Ich kann nicht gerade behaupten, dass ich in der Schule besonders an Geschichte interessiert war. In meiner Erinnerung bestand der Geschichtsunterricht meiner gesamten Schulzeit zu 35% aus der französischen Revolution und zu 55% aus der Zeit zwischen Bismarck und Hitler. Und zwischen zig Abkommen und Verträgen mit mehr oder minder wohlklingenden Namen habe ich den Kontakt verloren, weil ich nicht gelernt habe, was mich wirklich interessiert hat: wer waren diese Menschen, die vor so langer Zeit gelebt haben, und wie haben sie gelebt, wie haben sie gedacht? Nicht nur die, die ohnehin in den Geschichtsbüchern standen, was war mit dem normalen Volk, über die kaum jemand berichtet hat? Wie hat man zu dieser Zeit seinen Tag verbracht, wie hat man geheiratet, wie ist man gestorben?

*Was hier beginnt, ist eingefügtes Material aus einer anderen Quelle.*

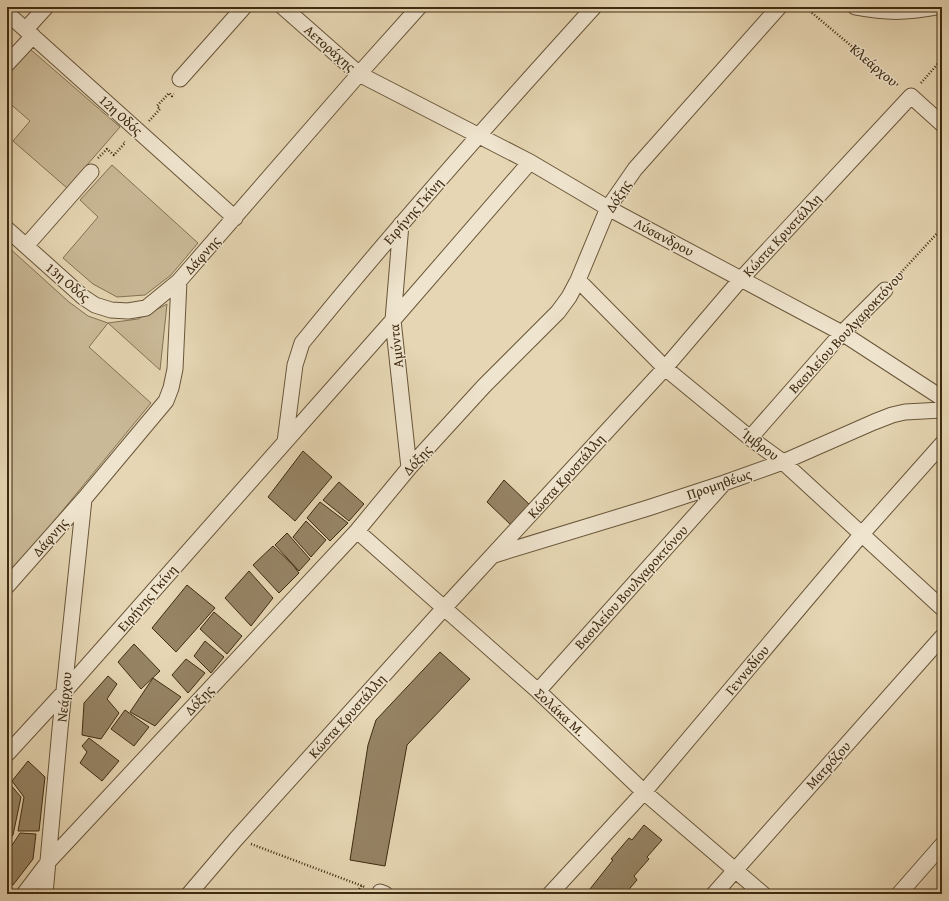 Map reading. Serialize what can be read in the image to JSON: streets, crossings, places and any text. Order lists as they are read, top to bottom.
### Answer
{
  "streets": {
    "street": [
      "Αετοράχης",
      "Κλεάρχου",
      "12η Οδός",
      "Δόξης",
      "Ειρήνης Γκίνη",
      "Κώστα Κρυστάλλη",
      "Λύσανδρου",
      "Δάφνης",
      "13η Οδός",
      "Βασιλείου Βουλγαροκτόνου",
      "Αμύντα",
      "Ίμβρου",
      "Προμηθέως",
      "Γενναδίου",
      "Νεάρχου",
      "Σολάκα Μ.",
      "Ματρόζου"
    ]
  },
  "crossings": [
    ["Αετοράχης", "Λύσανδρου"],
    ["Αετοράχης", "Δάφνης"],
    ["Κλεάρχου", "Κώστα Κρυστάλλη"],
    ["12η Οδός", "Δάφνης"],
    ["Δόξης", "Λύσανδρου"],
    ["Δόξης", "Αμύντα"],
    ["Δόξης", "Ίμβρου"],
    ["Δόξης", "Νεάρχου"],
    ["Δόξης", "Σολάκα Μ."],
    ["Ειρήνης Γκίνη", "Λύσανδρου"],
    ["Ειρήνης Γκίνη", "Αμύντα"],
    ["Ειρήνης Γκίνη", "Νεάρχου"],
    ["Κώστα Κρυστάλλη", "Λύσανδρου"],
    ["Κώστα Κρυστάλλη", "Ίμβρου"],
    ["Κώστα Κρυστάλλη", "Προμηθέως"],
    ["Κώστα Κρυστάλλη", "Σολάκα Μ."],
    ["Λύσανδρου", "Δάφνης"],
    ["Λύσανδρου", "Βασιλείου Βουλγαροκτόνου"],
    ["Δάφνης", "13η Οδός"],
    ["Δάφνης", "Νεάρχου"],
    ["Βασιλείου Βουλγαροκτόνου", "Ίμβρου"],
    ["Βασιλείου Βουλγαροκτόνου", "Προμηθέως"],
    ["Βασιλείου Βουλγαροκτόνου", "Σολάκα Μ."],
    ["Ίμβρου", "Προμηθέως"],
    ["Ίμβρου", "Γενναδίου"],
    ["Γενναδίου", "Σολάκα Μ."],
    ["Σολάκα Μ.", "Ματρόζου"]
  ]
} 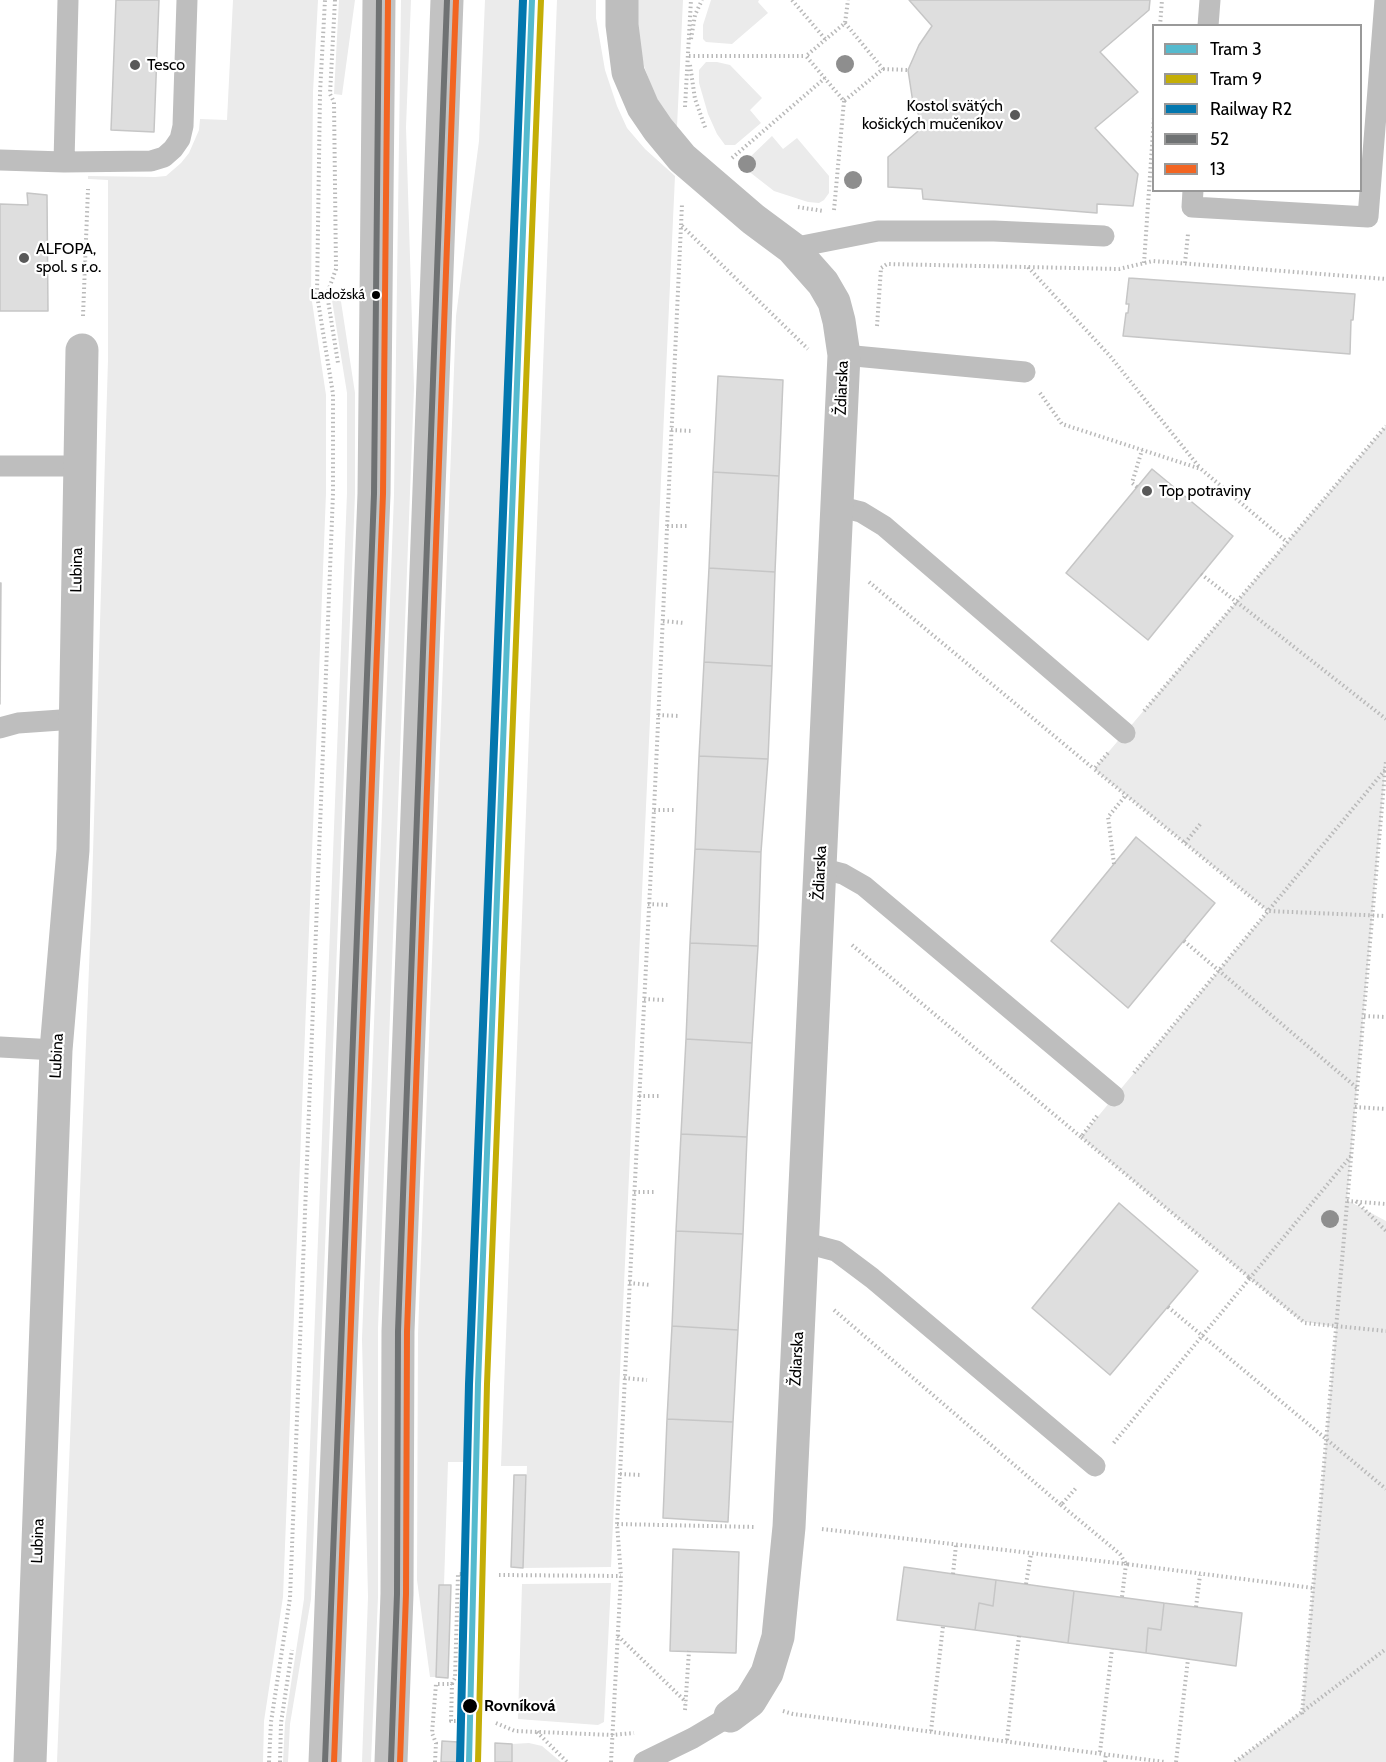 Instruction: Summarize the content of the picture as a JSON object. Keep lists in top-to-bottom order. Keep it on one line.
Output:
{"streets":{"street":["Ždiarska","Lubina"]},"places":["Tesco","Kostol svätých košických mučeníkov","ALFOPA, spol. s r.o.","Ladožská","Top potraviny","Rovníková"],"lines":["tram line 3","tram line 9","rail line R2","transit line 52","transit line 13"],"legend":["Tram 3","Tram 9","Railway R2","52","13"]} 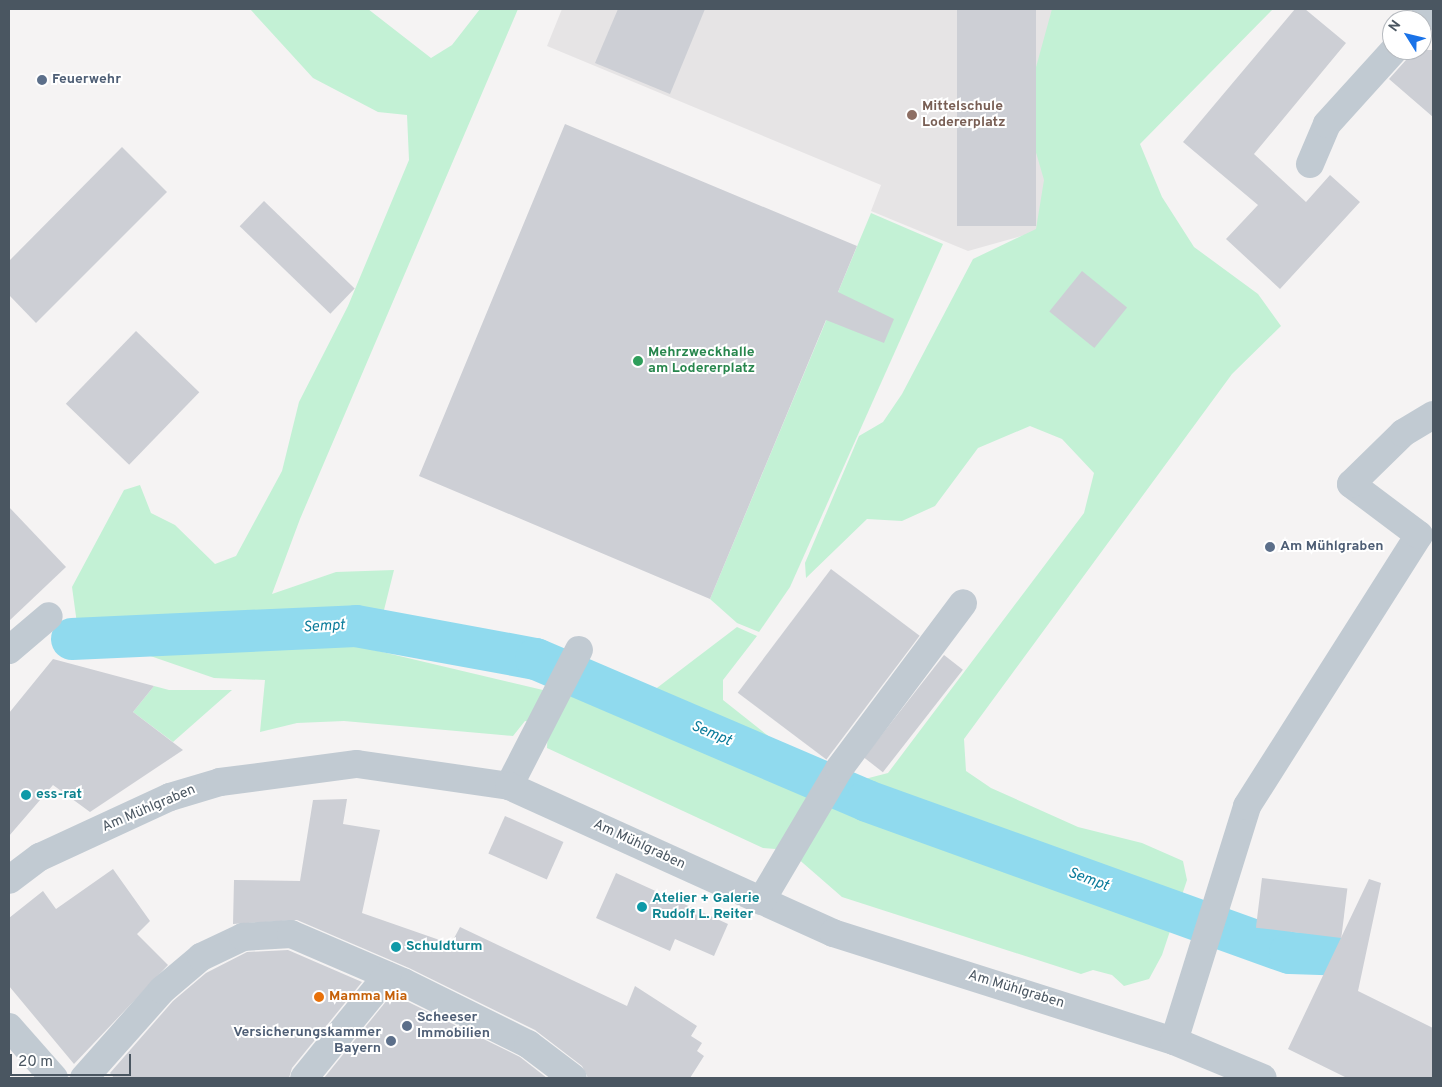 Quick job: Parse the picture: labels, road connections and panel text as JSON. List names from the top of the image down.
{
  "streets": {
    "street": ["Am Mühlgraben"]
  },
  "water": ["Sempt"],
  "places": [
    "Feuerwehr",
    "Mittelschule Lodererplatz",
    "Mehrzweckhalle am Lodererplatz",
    "Am Mühlgraben",
    "ess-rat",
    "Atelier + Galerie Rudolf L. Reiter",
    "Schuldturm",
    "Mamma Mia",
    "Scheeser Immobilien",
    "Versicherungskammer Bayern"
  ],
  "scale_bar": "20 m",
  "north": "top left"
}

Im Jahr vor meinem Abitur bin ich dann mit meinen Eltern nach London gefahren. Und dort hat mich dann die sprichwörtliche historische Muse geküsst, als unser Sightseeing-Bus am Tower vorbeifuhr und der Fremdenführer von der Hinrichtung Anne Boleyns erzählte. Irgendwie fand ich den Gedanken, nahe an diesem Ort zu sein, wo das Leben dieser Frau vor so vielen Jahrhunderten endete, faszinierend. Kaum zuhause, kaufte ich mein erstes Buch über die sechs Frauen Heinrichs VIII. – und so begann es.

Die Tudors wurden also meine erste Faszination und warteten bereits mit einer Menge spannender Persönlichkeiten, über Heinrich VIII., Anne Boleyn, Katharina von Aragon bis zu Elizabeth I. auf. Zudem lebten sie in einer Zeit der Umbrüche: im 16. Jahrhundert veränderte sich allein durch die Reformation ganz Europa. Um alles auch nur halbwegs verstehen zu können, lernte man automatisch auch die Geschichte der anderen Länder und Dynastien mit.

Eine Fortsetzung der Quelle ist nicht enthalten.